Dec 15, 2015 - Sale 2402

Sale 2402 - Lot 11

Price Realized: $ 60,000
?Final Price Realized includes Buyer’s Premium added to Hammer Price
Estimate: $ 30,000 - $ 40,000
AARON DOUGLAS (1899 - 1979)
The Street Urchin.

Oil on linen canvas, circa 1938. 610x700 mm; 24x27 1/2 inches. Signed in oil, lower right.

Provenance: Max Robinson, Chicago: Peter C. Ince, GA (1986); thence by descent to the current owners.

Exhibited: Exhibition of Haitian Paintings, ACA Gallery, New York, April 2 - 15, 1939; Selections from the Max Robinson Collection of Afro-American Art, DuSable Museum of African-American History, Chicago, February 1 - 28, 1985. Max Robinson was an ABC News World News Tonight reporter and broadcast journalist - he was the first African - America anchor on network television.

Illustrated: Exhibition of Haitian Paintings, ACA Gallery, New York, exhibition booklet, front cover; Alain L. Locke, The Negro in Art: A Pictorial Record of the Negro Artist and the Negro Theme in Art, 1940; Krista A. Thompson,"Preoccupied with Haiti: The Dream of Diaspora in African American Art, 1915–1942", American Art, p. 91. Krista Thompson located and illustrated a copy of the ACA booklet found in the Julius Rosenwald Archives at Fisk University, Nashville, TN.

A very scarce canvas from the artist's 1930s period, The Street Urchin is a beautiful example of Aaron Douglas' portrait painting. Unlike the unabashedly modern style of his mural painting, The Street Urchin embodies the introspective side of the artist. From the early 1930s, Aaron Douglas painted landscapes and portraits with impressionistic brushstrokes and palette. Despite his subject's poverty and a stark background, Douglas depicts this seated young man with a great sensitivity and studied observation.

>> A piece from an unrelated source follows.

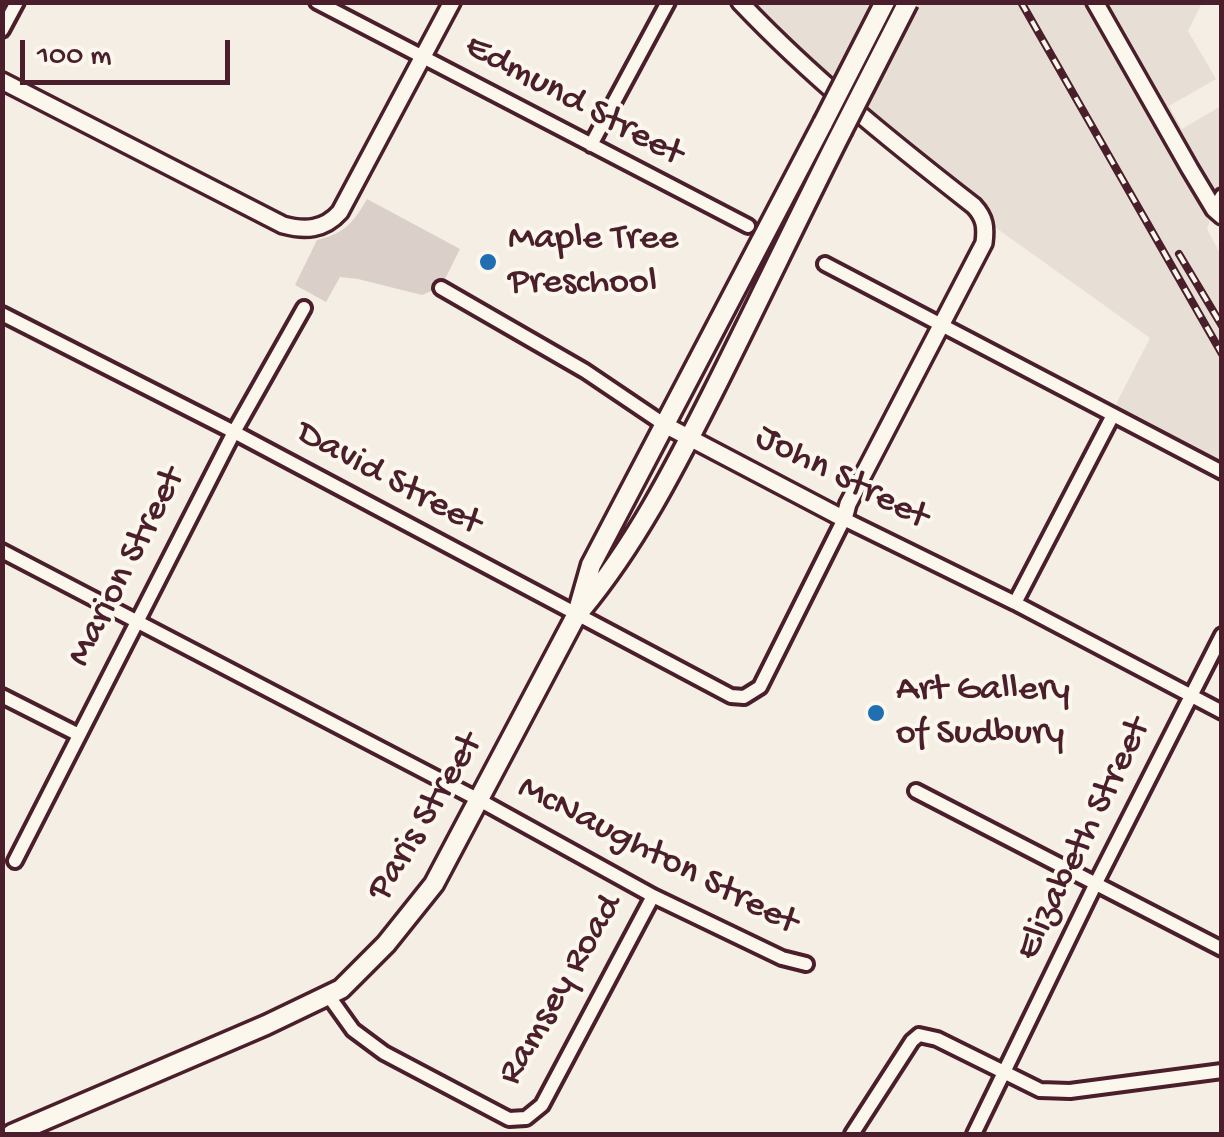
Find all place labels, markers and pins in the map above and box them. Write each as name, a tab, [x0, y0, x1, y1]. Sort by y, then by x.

In September of 1938, Aaron Douglas was awarded a second Rosenwald Fellowship which allowed him to travel to Haiti, the Dominican Republic and the Virgin Islands late that year. Like Walter Edouard Scott before him, Douglas painted and exhibited in and around Port-au-Prince through December. Thompson lists the twelve paintings that were included in his April solo exhibition in New York; The Street Urchin is one of only two figurative subjects. The exhibition was reviewed by both the New York Times and Alain Locke in Opportunity, who viewed Douglas' more conventional Haitian paintings "as a retreat from his bold earlier style." However, as Susan Earle points out, Locke later chose The Street Urchin as one of the illustrations of Aaron Douglas' paintings in his 1940 book The Negro in Art. Earle pp. 217-18; Thompson pp. 90-92.